Hotels

Maxwell Drever recommends converting hotels into affordable workforce housing

Many hotels around the world were going through a crisis due to lockdown, home quarantine and social distancing, triggered by the global COVID-19 pandemic. The hospitality industry has been hit hard by the pandemic. Experts like Maxwell Drever identified another use for all these dilapidated hotels. He thought of converting these hotels into affordable workforce housing or multi-family rental properties. The use of former hotels and their spectacular transformation into multi-family rental properties is an evolving trend that could, to a remarkable extent, mitigate the growing demand for affordable workforce housing across the country.

The hospitality industry has been hardest hit by the global COVID-19 pandemic. But with vaccinations ramping up and the government’s decision to start easing COVID-related curbs to accelerate economic recovery, people are expecting hotel businesses to recover and turn around. Motels and hotels were expected to take a few years to fully recover. The question that arose was how motels and hotels would survive and sustain themselves until then.
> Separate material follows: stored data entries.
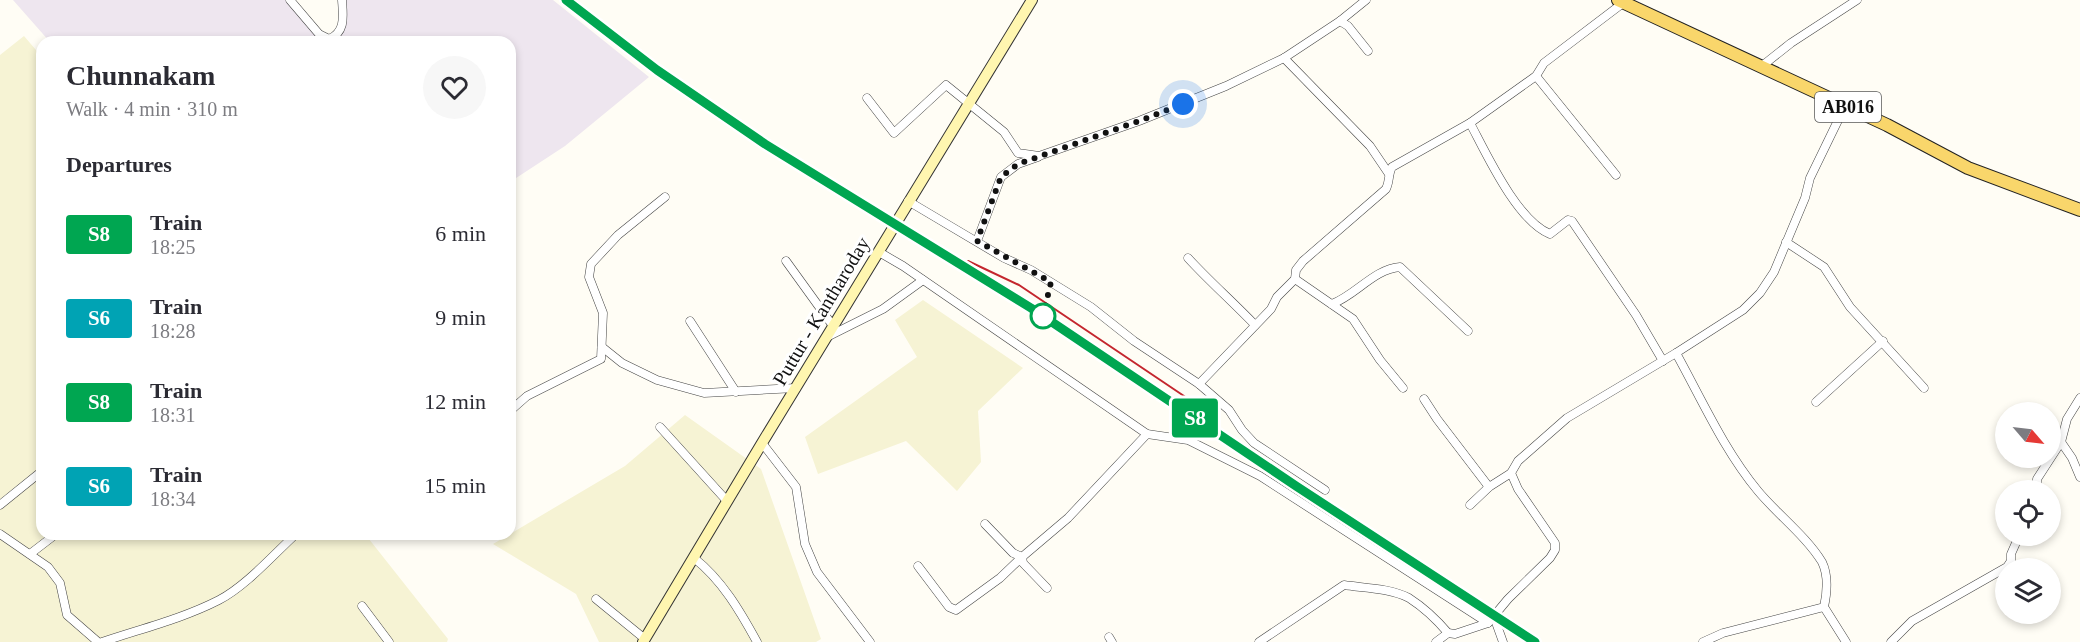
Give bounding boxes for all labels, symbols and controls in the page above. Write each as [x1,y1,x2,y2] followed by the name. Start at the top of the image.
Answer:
[423,56,486,119] button: heart
[66,60,215,91] text: Chunnakam
[1168,89,1198,119] your location
[1815,92,1881,122] road number: AB016
[66,98,238,120] text: Walk · 4 min · 310 m
[66,152,172,177] text: Departures
[150,210,202,235] text: Train
[435,221,486,246] text: 6 min
[88,222,110,246] text: S8
[768,233,875,390] street label: Puttur - Kantharoday
[150,236,196,258] text: 18:25
[150,294,202,319] text: Train
[1030,303,1056,329] unlabelled marker
[435,305,486,330] text: 9 min
[88,306,110,330] text: S6
[150,320,196,342] text: 18:28
[150,378,202,403] text: Train
[424,389,486,414] text: 12 min
[88,390,110,414] text: S8
[1168,398,1222,438] line badge: S8
[1995,402,2061,468] north arrow
[1995,402,2061,624] map controls
[150,404,196,426] text: 18:31
[1184,406,1206,430] text: S8
[150,462,202,487] text: Train
[424,473,486,498] text: 15 min
[88,474,110,498] text: S6
[1995,480,2061,546] button: locate
[150,488,196,510] text: 18:34
[1995,558,2061,624] button: layers

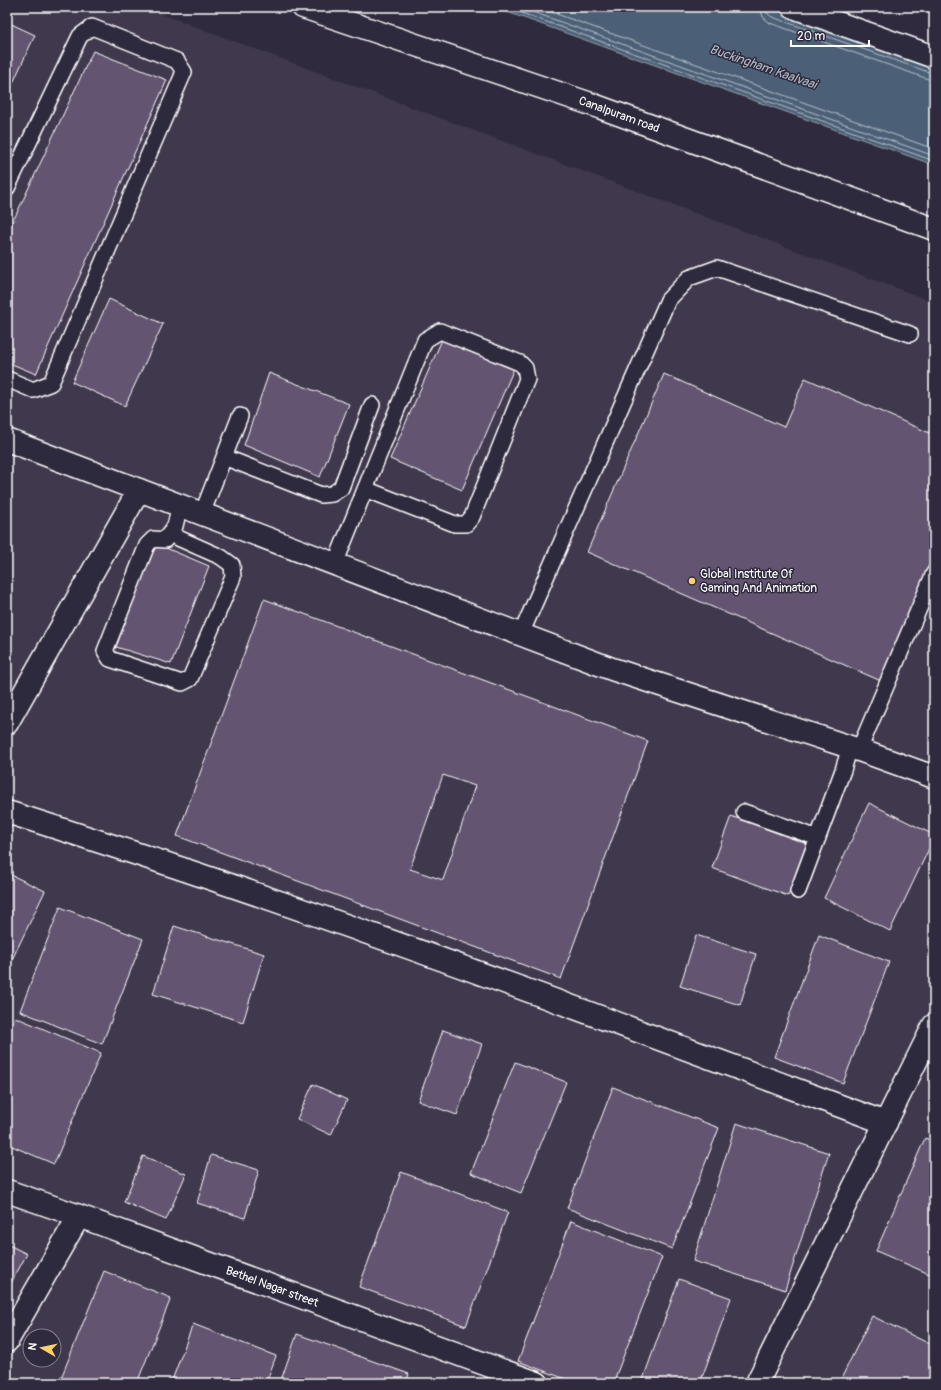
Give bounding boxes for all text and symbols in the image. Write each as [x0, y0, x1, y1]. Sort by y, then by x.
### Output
scale bar [791, 22, 869, 48]
text: 20 m [797, 29, 826, 44]
water label: Buckingham Kaalvaai [707, 41, 821, 94]
street label: Canalpuram road [577, 93, 662, 136]
place label: Global Institute Of Gaming And Animation [700, 567, 817, 596]
marker: Global Institute Of Gaming And Animation [687, 576, 697, 586]
street label: Bethel Nagar street [224, 1263, 321, 1310]
north arrow [22, 1328, 62, 1368]
text: N [26, 1341, 40, 1351]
Visionaries like Maxwell recommended the conversion of these dilapidated properties into inexpensive housing for the workforce. This should provide the much-needed lifeline for hotel and motel owners who may consider monetizing the property by taking advantage of other survival techniques and opportunities. It was a practical decision to convert old hotels into affordable housing instead of waiting and hoping to reach an elusive recovery target.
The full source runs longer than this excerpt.